BYRON BAY, L'EDEN ZEN
Le cap le plus à l’est du continent a les pieds dans le Pacifique et un visage profondément détendu. La quintessence du laid back, cette décontraction purement australienne. Ici on circule à pied, à vélo en skate, torse nu et planche sous le bras. Marchés bios et fruits tropicaux, latte macchiato en terrasses – à base de café cultivé sur les collines – échoppes vintage : Byron Bay séduit tout le monde. Que l’on soit star ou inconnu, local ou de passage, sandales et chemise ample se portent avec la même désinvolture. Les visiteurs Keith Richard, Tom Cruise, les natifs Russel Crowe, Nicole Kidman, Kylie Minogue : chacun vient à Byron se ressourcer. On se pose alors tel un papillon Ulysse dans la forêt tropicale, et le parc de 18 hectares du Byron at Byron, un cocon cool ou se pratique yoga, méditation, aromathérapie, reiki, astrologie. Puis on file à l’eau surfer avec les dauphins et saluer les baleines. À la nuit tombée les barbecues crépitent sur la plage et, verre de rosé à la main, on refait le monde, car le lieu s’y prête à merveille.
QUEENSLAND : SURF PARADISE
Ainsi, dans ce pays où un habitant sur dix pratique le surf, à peine marchent-ils que déjà les bambins apprennent à maîtriser les vagues. Il faut dire que l’Australie, et notamment les côtes de la Nouvelle- Galle du Sud et du Queensland abritent des centaines de spots, parmi les meilleurs de la planète.
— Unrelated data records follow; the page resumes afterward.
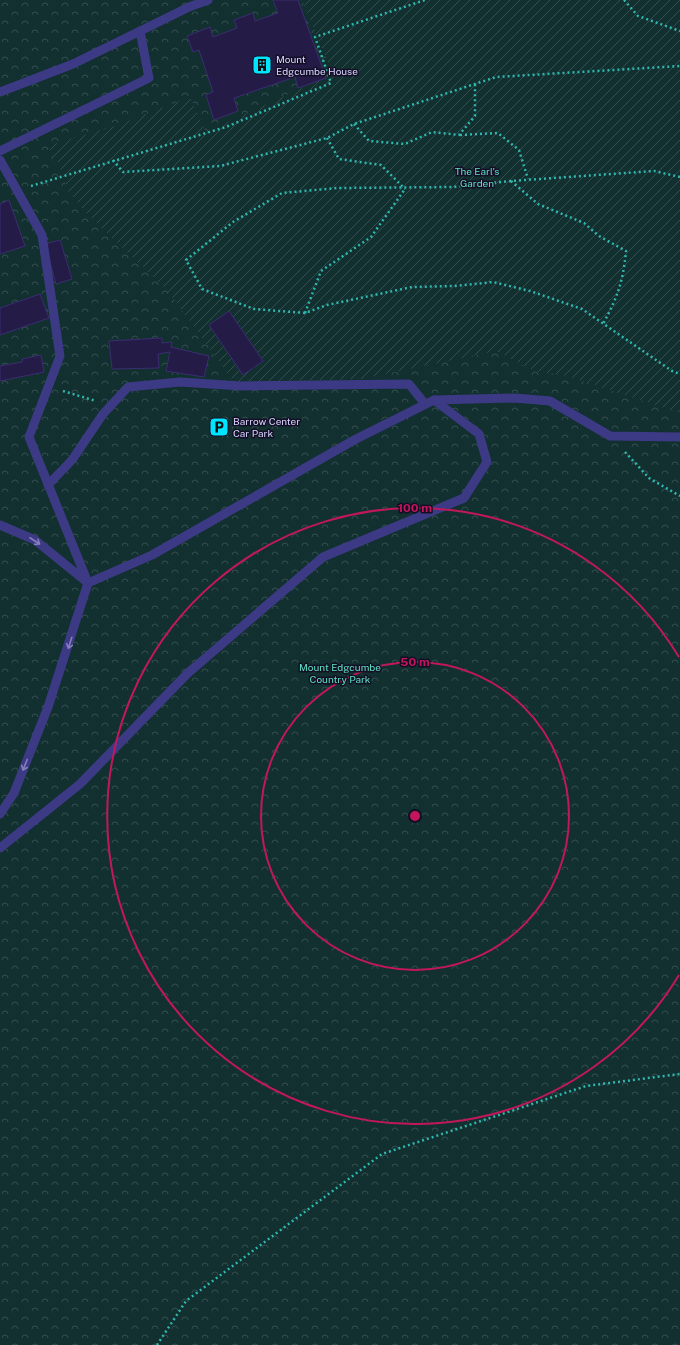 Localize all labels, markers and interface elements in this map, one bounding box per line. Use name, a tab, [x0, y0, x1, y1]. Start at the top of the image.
place label: Mount Edgcumbe House	[276, 53, 358, 77]
building icon: Mount Edgcumbe House	[251, 54, 273, 76]
park label: The Earl's Garden	[455, 165, 499, 189]
place label: Barrow Center Car Park	[233, 415, 300, 439]
parking icon: Barrow Center Car Park	[208, 416, 230, 438]
text: 100 m	[398, 501, 432, 515]
one-way arrow	[30, 537, 41, 546]
one-way arrow	[65, 637, 73, 649]
text: 50 m	[400, 655, 430, 669]
park label: Mount Edgcumbe Country Park	[299, 661, 381, 685]
one-way arrow	[20, 759, 28, 771]
centre of rings	[408, 809, 422, 823] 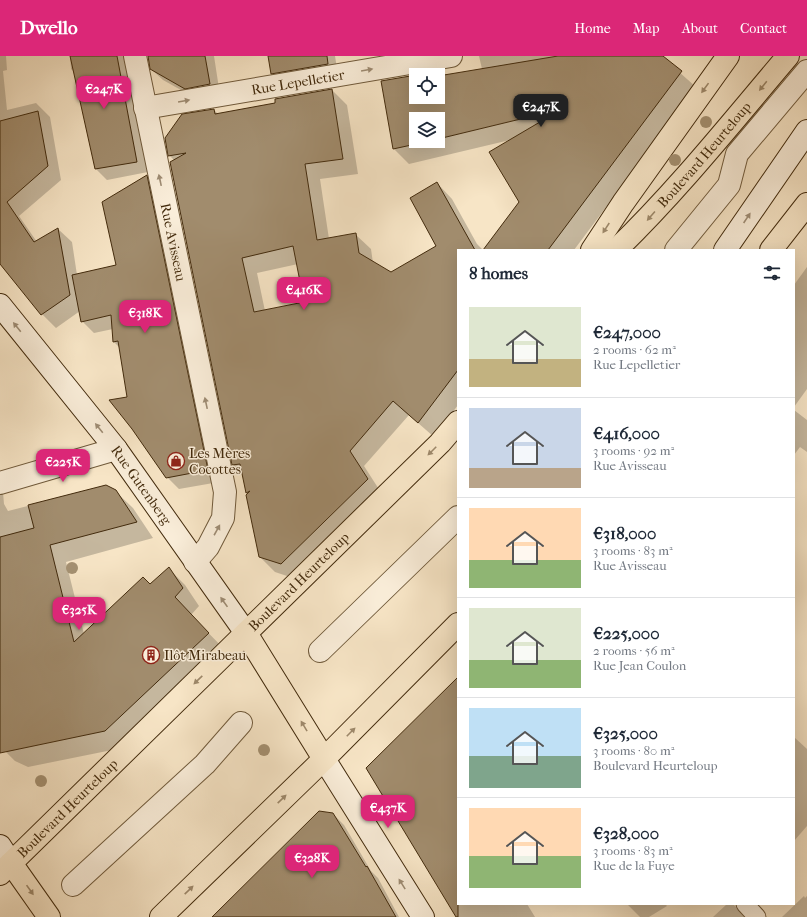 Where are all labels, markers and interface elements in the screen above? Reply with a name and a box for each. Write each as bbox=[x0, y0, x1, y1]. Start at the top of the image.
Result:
text: Dwello bbox=[20, 17, 78, 39]
text: Home bbox=[574, 20, 611, 37]
text: Map bbox=[633, 20, 660, 37]
text: About bbox=[682, 20, 718, 37]
text: Contact bbox=[740, 20, 787, 37]
street label: Rue Lepelletier bbox=[250, 66, 346, 98]
one-way arrow bbox=[361, 67, 373, 73]
map controls bbox=[409, 68, 445, 148]
button: locate bbox=[409, 68, 445, 104]
pin: €247K bbox=[76, 76, 132, 110]
one-way arrow bbox=[758, 80, 767, 91]
text: €247K bbox=[85, 81, 123, 96]
one-way arrow bbox=[701, 82, 709, 93]
pin: €247K bbox=[513, 94, 569, 128]
one-way arrow bbox=[178, 98, 190, 104]
street label: Boulevard Heurteloup bbox=[654, 98, 755, 211]
text: €247K bbox=[522, 99, 560, 114]
button: layers bbox=[409, 112, 445, 148]
one-way arrow bbox=[157, 174, 163, 186]
street label: Rue Avisseau bbox=[157, 201, 190, 283]
one-way arrow bbox=[646, 211, 655, 221]
one-way arrow bbox=[743, 213, 751, 223]
one-way arrow bbox=[602, 223, 610, 234]
icon: filters bbox=[761, 262, 783, 284]
text: 8 homes bbox=[469, 263, 528, 283]
pin: €416K bbox=[276, 277, 332, 311]
text: €416K bbox=[286, 282, 322, 297]
pin: €318K bbox=[117, 300, 173, 334]
text: €318K bbox=[128, 305, 162, 320]
one-way arrow bbox=[13, 321, 21, 332]
text: €247,000 bbox=[593, 322, 661, 342]
icon: home bbox=[501, 323, 549, 371]
text: 2 rooms · 62 m² bbox=[593, 342, 676, 357]
text: Rue Lepelletier bbox=[593, 357, 680, 372]
one-way arrow bbox=[203, 397, 209, 409]
one-way arrow bbox=[94, 423, 103, 433]
text: €416,000 bbox=[593, 423, 660, 443]
icon: home bbox=[501, 424, 549, 472]
street label: Rue Gutenberg bbox=[108, 442, 176, 528]
text: 3 rooms · 92 m² bbox=[593, 443, 674, 458]
place label: Les Mères Cocottes bbox=[189, 445, 250, 478]
one-way arrow bbox=[427, 446, 437, 456]
pin: €225K bbox=[35, 449, 91, 483]
shop icon: Les Mères Cocottes bbox=[166, 451, 186, 471]
text: €225K bbox=[45, 454, 81, 469]
text: Rue Avisseau bbox=[593, 458, 667, 473]
text: €318,000 bbox=[593, 523, 656, 543]
one-way arrow bbox=[214, 524, 221, 535]
icon: home bbox=[501, 524, 549, 572]
street label: Boulevard Heurteloup bbox=[245, 528, 353, 635]
text: 3 rooms · 83 m² bbox=[593, 543, 673, 558]
text: Rue Avisseau bbox=[593, 558, 667, 573]
one-way arrow bbox=[220, 596, 228, 607]
pin: €325K bbox=[51, 597, 107, 631]
text: €325K bbox=[62, 602, 96, 617]
text: €225,000 bbox=[593, 623, 660, 643]
icon: home bbox=[501, 624, 549, 672]
text: 2 rooms · 56 m² bbox=[593, 643, 675, 658]
building icon: Ilôt Mirabeau bbox=[141, 645, 161, 665]
place label: Ilôt Mirabeau bbox=[164, 647, 246, 664]
text: Rue Jean Coulon bbox=[593, 658, 686, 673]
one-way arrow bbox=[193, 675, 203, 685]
one-way arrow bbox=[300, 720, 307, 732]
text: €325,000 bbox=[593, 723, 658, 743]
icon: home bbox=[501, 724, 549, 772]
one-way arrow bbox=[346, 727, 356, 737]
text: 3 rooms · 80 m² bbox=[593, 743, 674, 758]
street label: Boulevard Heurteloup bbox=[13, 755, 121, 861]
text: Boulevard Heurteloup bbox=[593, 758, 718, 773]
one-way arrow bbox=[277, 794, 287, 804]
pin: €437K bbox=[360, 795, 416, 829]
text: €437K bbox=[370, 800, 406, 815]
text: €328,000 bbox=[593, 823, 659, 843]
icon: home bbox=[501, 824, 549, 872]
text: 3 rooms · 83 m² bbox=[593, 843, 673, 858]
pin: €328K bbox=[284, 845, 340, 879]
text: €328K bbox=[294, 850, 330, 865]
text: Rue de la Fuye bbox=[593, 858, 675, 873]
one-way arrow bbox=[399, 878, 406, 890]
one-way arrow bbox=[26, 885, 34, 895]
one-way arrow bbox=[184, 885, 194, 895]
Sally Fitzgibbons, elle, a commencé à l’age de 6 ans, devant la maison familiale posée sur la plage : « Le surf est une activité naturelle lorsque l’on naît australien. » dit cette jeune femme de 23 ans qui aujourd’hui fait partie des trois meilleures surfeuses de la planète, dont deux sont australiennes. Chez les hommes même combat : six Australiens occupent le Top 10, au coude à coude avec Américains et Hawaiiens revanchards qui malgré tout ont initié ce sport sur une plage de Sydney, en 1915. Depuis le phénomène n’a cessé d’enfler le long des côtes. Au sud de Brisbane, la Gold Coast réunit ainsi chaque année en mars l’élite du surf mondial. Sans dossard, ni sponsor ce sport passion se pratique (et s’apprend) en toute tranquillité, notamment sur les douces plages de Noosa petite station de poche la Sunshine Coast au charme inimitable. Là on se débat dans les rouleaux jusqu’à épuisement, comme pour mieux apprécier ensuite le fish & chips du Surf Club et la balade tranquille dans le parc national ou sur la rivière voisine. Mais La Mecque plus ultra du surf se trouve à moins de deux heures au sud de Brisbane. À Byron Bay, surf et décontraction sont religion. « Byron Bay est un lieu à part en Australie, une ville qui vit en harmonie avec l’océan et la forêt » résume Heath, sales manager du Byron at Byron, un havre de paix parmi les plus agréables de la ville. Devant la longue frange blonde sertissant la mer de Corail, têtes ébouriffées et épaules bronzées s’extirpent de leurs combis Volkswagen sur fond de reggae.
« Byron Bay est un lieu à part en Australie, une ville qui vit en harmonie avec l’océan et la forêt »
CAP TRIBULATION : DANS LE SILLAGE DE COOK
Lorsque comme les Australiens, on tient l’océan pour gourou, tous les prétextes mènent à la plage. Entre amis, on embarque pour l’aventure en 4x4 sur Fraser Island, la plus grande île de sable au monde. À deux, on s’envole pour le paradis blanc des Whitsundays, un archipel de 74 grains de beauté, baigné d’eau laiteuse et turquoise, accessible en hydravion et par bateau. Après un survol main dans la main du célèbre Heart Reef, clin d’œil de la Grande Barrière de Corail aux amoureux, une roucoulade sur l’éblouissante Whitehaven beach, régulièrement élue plus belle plage du monde, puis les tourtereaux échouent dans un nid douillet de Hamilton Island.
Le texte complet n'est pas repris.